Master Thesis (Leipzig): Scalable image-based deduplication
Dipl. Medieninform. Christoph Müller (Check24 Vergleichsportal Reise GmbH)
Digital images that refer to one and the same real-world object are called duplicates. They can be identified as such by humans very quickly, but they are very different in binary form. The automated detection of these duplicates based on image properties, which are generated exclusively from the binary data, has been the subject of research for many years. However, current deduplication systems often only support textual data throughout the matching process. This Master's thesis presents the concept of a system that enables image-based deduplication of large quantities of images on a distributed infrastructure. This Similar Image Matching Suite, short SIMaSu, was also prototypically implemented using the message broker RabbitMQ. Furthermore, the paper gives an overview of the currently available methods for the calculation of image similarities. These include perceptual hash technologies, feature-based methods, and a mean square error approach. Such metrics represent the core of an image-based deduplication.

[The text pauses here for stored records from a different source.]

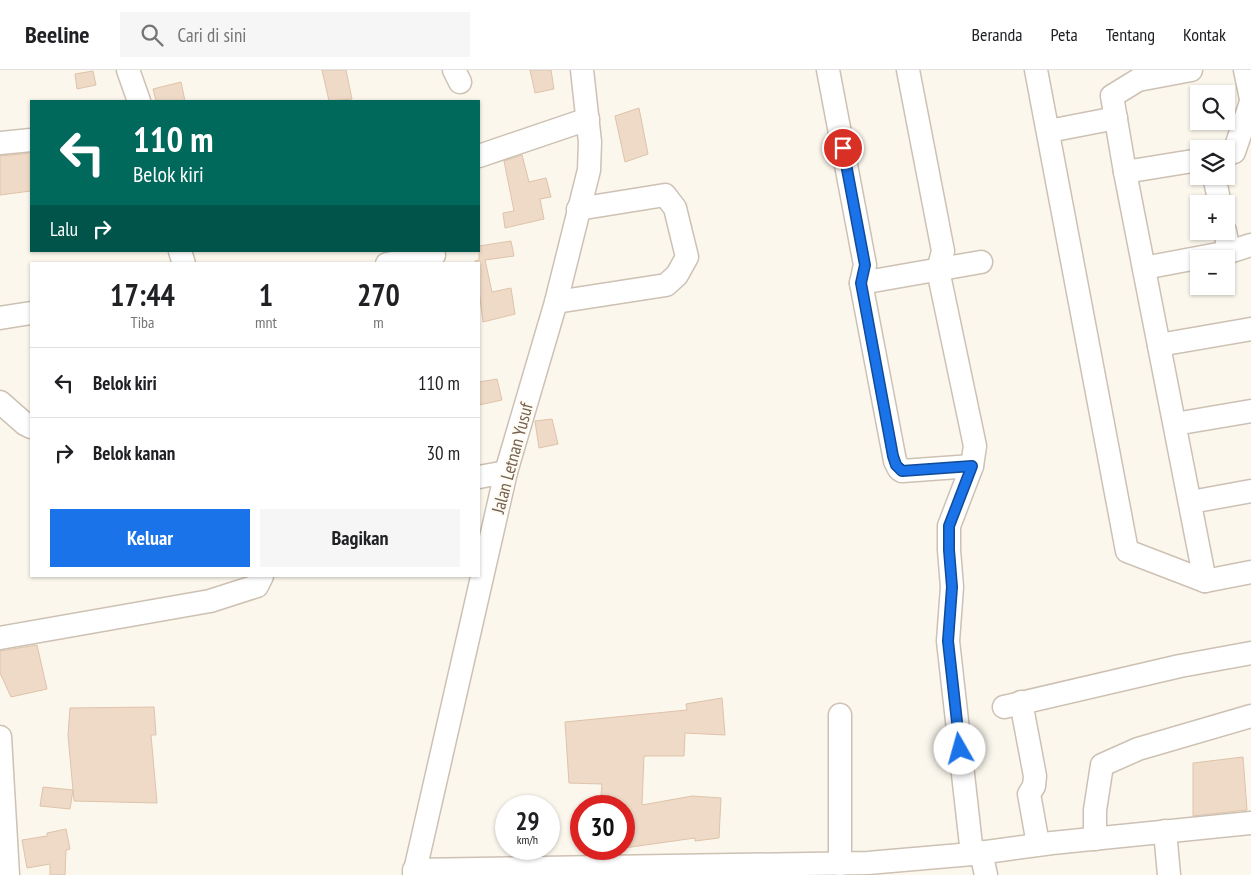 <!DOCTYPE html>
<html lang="id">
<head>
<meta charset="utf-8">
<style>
  body { margin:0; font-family:"PT Sans Narrow",sans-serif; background:#f6f6f6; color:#202124; height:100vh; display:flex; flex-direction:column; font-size:19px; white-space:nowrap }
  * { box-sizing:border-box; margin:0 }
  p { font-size:16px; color:#757577 }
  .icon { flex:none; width:28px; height:28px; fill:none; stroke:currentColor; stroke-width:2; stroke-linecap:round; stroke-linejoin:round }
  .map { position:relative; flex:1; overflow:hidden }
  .drawer { position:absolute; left:30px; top:192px; width:450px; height:315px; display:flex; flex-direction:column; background:#fff; border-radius:0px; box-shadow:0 1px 4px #0004 }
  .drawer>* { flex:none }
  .hud { position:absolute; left:30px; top:30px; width:450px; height:152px; border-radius:0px; box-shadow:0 1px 4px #0004; background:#00695c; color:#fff; overflow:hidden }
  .tools { position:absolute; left:1190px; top:15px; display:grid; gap:10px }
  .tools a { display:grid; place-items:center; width:45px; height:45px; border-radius:0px; background:#fff; box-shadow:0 1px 4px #0004; font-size:25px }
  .speed { position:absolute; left:495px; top:725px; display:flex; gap:10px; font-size:25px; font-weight:700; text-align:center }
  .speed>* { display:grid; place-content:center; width:65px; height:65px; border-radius:50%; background:#fff; box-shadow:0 1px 4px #0004; line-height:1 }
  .speed small { font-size:12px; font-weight:400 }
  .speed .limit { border:8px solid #d22; background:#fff; color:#111 }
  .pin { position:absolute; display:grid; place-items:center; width:42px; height:42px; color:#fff; margin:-21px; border:2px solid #fff; border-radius:50%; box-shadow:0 1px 5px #0007 }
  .me { position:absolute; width:55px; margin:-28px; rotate:353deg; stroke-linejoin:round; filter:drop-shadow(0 0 4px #0008) }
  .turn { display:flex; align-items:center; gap:18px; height:105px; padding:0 20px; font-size:22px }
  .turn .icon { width:65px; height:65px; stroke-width:2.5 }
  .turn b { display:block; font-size:35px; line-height:42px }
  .then { display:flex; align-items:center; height:48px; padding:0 20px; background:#0003; gap:10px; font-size:19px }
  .eta { display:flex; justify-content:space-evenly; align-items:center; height:85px; text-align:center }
  .eta b { font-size:30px; font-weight:800; line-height:35px }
  .cta { display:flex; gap:10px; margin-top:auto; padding:10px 20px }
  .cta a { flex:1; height:58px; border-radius:0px; background:#1a73e8; color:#fff; font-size:20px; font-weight:800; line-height:58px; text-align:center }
  .cta a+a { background:#f6f6f6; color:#202124 }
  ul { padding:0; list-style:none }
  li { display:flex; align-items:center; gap:15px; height:70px; padding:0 20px; border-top:1px solid #e0e0e0 }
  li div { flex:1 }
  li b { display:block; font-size:19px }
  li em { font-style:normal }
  header { display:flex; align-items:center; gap:30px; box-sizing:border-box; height:70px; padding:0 25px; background:#fff; border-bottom:1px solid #e0e0e0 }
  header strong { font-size:24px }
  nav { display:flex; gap:28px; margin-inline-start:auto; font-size:18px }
  .search { width:350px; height:45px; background:#f6f6f6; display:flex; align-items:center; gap:12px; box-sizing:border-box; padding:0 18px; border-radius:0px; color:#757577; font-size:19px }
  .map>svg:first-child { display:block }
  .building { fill:#eedac7; stroke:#dfc3a9 }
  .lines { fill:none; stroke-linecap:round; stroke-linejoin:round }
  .minor-casing { stroke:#cdc1b3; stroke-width:25 }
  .minor { stroke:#fff; stroke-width:22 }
  .route-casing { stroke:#114b97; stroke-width:12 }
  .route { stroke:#1a73e8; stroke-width:9 }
  .labels { text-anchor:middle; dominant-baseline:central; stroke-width:4; stroke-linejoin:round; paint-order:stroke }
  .street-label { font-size:18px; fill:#756151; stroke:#fefbf3 }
</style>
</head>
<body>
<header>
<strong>Beeline</strong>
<div class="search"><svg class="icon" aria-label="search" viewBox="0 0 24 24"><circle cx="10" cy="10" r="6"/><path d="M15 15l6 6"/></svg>Cari di sini</div>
<nav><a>Beranda</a><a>Peta</a><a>Tentang</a><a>Kontak</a></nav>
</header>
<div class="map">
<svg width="1251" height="805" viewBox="0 0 1251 805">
  <rect width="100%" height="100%" fill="#fbf7ed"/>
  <g class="building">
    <polygon points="322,0 346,0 352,29 329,31"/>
    <polygon points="530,0 551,0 554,19 535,23"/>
    <polygon points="93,1 96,15 77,19 75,4"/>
    <polygon points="181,12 185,31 156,31 153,19"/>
    <polygon points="639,38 648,84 625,92 615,46"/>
    <polygon points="31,83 31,121 0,125 0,86"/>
    <polygon points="522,85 529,112 546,108 551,127 540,129 544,149 505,158 503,143 514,141 504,91"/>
    <polygon points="511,171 514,186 485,190 492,222 511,218 515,244 483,252 479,220 479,194 475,194 475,191 479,190 479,176"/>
    <polygon points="497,309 502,330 479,335 479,312"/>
    <polygon points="552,349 558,374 539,378 535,351"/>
    <polygon points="37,575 47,619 11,627 0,603 0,581"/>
    <polygon points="722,628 725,665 685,663 684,686 644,686 642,735 692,726 721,728 719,768 695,771 695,768 624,778 624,736 600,736 602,714 569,713 565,652 687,640 686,634"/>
    <polygon points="154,637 156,665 151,665 157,733 74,731 68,665 70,638"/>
    <polygon points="1243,687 1247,740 1193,746 1193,693"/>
    <polygon points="43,717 73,720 70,739 40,736"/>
    <polygon points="66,759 70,779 66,780 65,805 50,805 50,794 27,798 22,770 47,766 47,763"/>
  </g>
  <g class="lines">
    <defs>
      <g id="minor">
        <polyline points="128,0 139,31"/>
        <polyline points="454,0 460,12"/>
        <polyline points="828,0 865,195 861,213 895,391 899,399 902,401 972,396"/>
        <polyline points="908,0 943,181 938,200 975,376 972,396 949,456 949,480 952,517 948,571 972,784"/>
        <polyline points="1036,0 1127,481 1205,511 1251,502"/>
        <polyline points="1191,0 1138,10 1112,26 1125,102 1205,511"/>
        <polyline points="1245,0 1251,29"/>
        <polyline points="1049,61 1116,48"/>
        <polyline points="0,73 31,70"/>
        <polyline points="1226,84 1234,82 1251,32"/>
        <polyline points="479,86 588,49"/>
        <polyline points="1125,102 1199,90"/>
        <polyline points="1214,106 1220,134"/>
        <polyline points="1225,161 1229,182"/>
        <polyline points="180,181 184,194"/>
        <polyline points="387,194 434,185"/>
        <polyline points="1144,198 1229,182 1251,175"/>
        <polyline points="861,213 981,192"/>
        <polyline points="556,232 666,215 677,205 687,187 675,138 665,125 578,139"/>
        <polyline points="0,248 31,243"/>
        <polyline points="1159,275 1251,259"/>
        <polyline points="0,332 25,354 31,357"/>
        <polyline points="1175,354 1251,341"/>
        <polyline points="479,407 506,402"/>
        <polyline points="1191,432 1251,421"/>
        <polyline points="0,568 210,531 257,516 262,506"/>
        <polyline points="1021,632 1035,706 1034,716 1029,724 1038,774"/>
        <polyline points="1004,637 1180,596 1251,583"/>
        <polyline points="0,667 8,805"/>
        <polyline points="1165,761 1169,805"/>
        <polyline points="1095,769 1095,740 1102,695 1138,679 1251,646"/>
        <polyline points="981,782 986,805"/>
        <polyline points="840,794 840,645"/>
        <polyline points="414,800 868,793 972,784 1052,773 1251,753"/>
        <polyline points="414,805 506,402 556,232 589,100 590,72 582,0"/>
      </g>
    </defs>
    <use href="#minor" class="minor-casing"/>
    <use href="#minor" class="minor"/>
  </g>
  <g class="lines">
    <defs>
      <polyline id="route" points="843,78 865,195 861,213 893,386 896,395 902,401 972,396 949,456 949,480 952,517 948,571 960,679"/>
    </defs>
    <use href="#route" class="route-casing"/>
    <use href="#route" class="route"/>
  </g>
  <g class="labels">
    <g class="street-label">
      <text transform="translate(512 388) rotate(-75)">Jalan Letnan Yusuf</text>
    </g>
  </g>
</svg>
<div class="tools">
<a><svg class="icon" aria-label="search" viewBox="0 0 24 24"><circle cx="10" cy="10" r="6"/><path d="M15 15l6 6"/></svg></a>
<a><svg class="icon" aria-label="layers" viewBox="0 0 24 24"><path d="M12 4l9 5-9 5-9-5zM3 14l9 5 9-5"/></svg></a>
<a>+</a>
<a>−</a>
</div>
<div class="speed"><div>29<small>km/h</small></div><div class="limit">30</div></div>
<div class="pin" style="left:843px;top:78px;background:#d93025"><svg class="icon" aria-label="arrive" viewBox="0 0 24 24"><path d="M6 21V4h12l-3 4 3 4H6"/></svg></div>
<svg class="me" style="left:960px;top:679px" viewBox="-20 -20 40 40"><circle r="19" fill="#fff"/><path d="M0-13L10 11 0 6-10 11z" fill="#1a73e8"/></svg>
<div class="hud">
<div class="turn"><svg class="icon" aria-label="left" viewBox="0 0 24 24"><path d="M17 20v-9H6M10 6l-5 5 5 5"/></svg><div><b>110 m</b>Belok kiri</div></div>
<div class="then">Lalu<svg class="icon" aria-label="right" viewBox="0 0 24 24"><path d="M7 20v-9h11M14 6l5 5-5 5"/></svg></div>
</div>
<section class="drawer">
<div class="eta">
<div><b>17:44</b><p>Tiba</p></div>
<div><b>1</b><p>mnt</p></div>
<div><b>270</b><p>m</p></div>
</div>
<ul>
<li><svg class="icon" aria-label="left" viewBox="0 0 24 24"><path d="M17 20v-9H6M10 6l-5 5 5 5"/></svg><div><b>Belok kiri</b></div><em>110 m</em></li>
<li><svg class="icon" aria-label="right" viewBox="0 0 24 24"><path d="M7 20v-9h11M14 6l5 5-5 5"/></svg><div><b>Belok kanan</b></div><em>30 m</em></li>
</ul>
<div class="cta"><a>Keluar</a><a>Bagikan</a></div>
</section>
</div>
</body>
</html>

In addition, a similarity metric has been designed which calculates a similarity value by using the feature-based technologies SIFT, SURF, and ORB. In a final evaluation, the runtimes are evaluated for eleven selected implementations of different metrics, the invariants against image transformations are examined and the efficiencies are compared. This fair comparison provides decision support for or against the use of a particular metric, as well as the choice of an effective threshold for classifying a pair of images.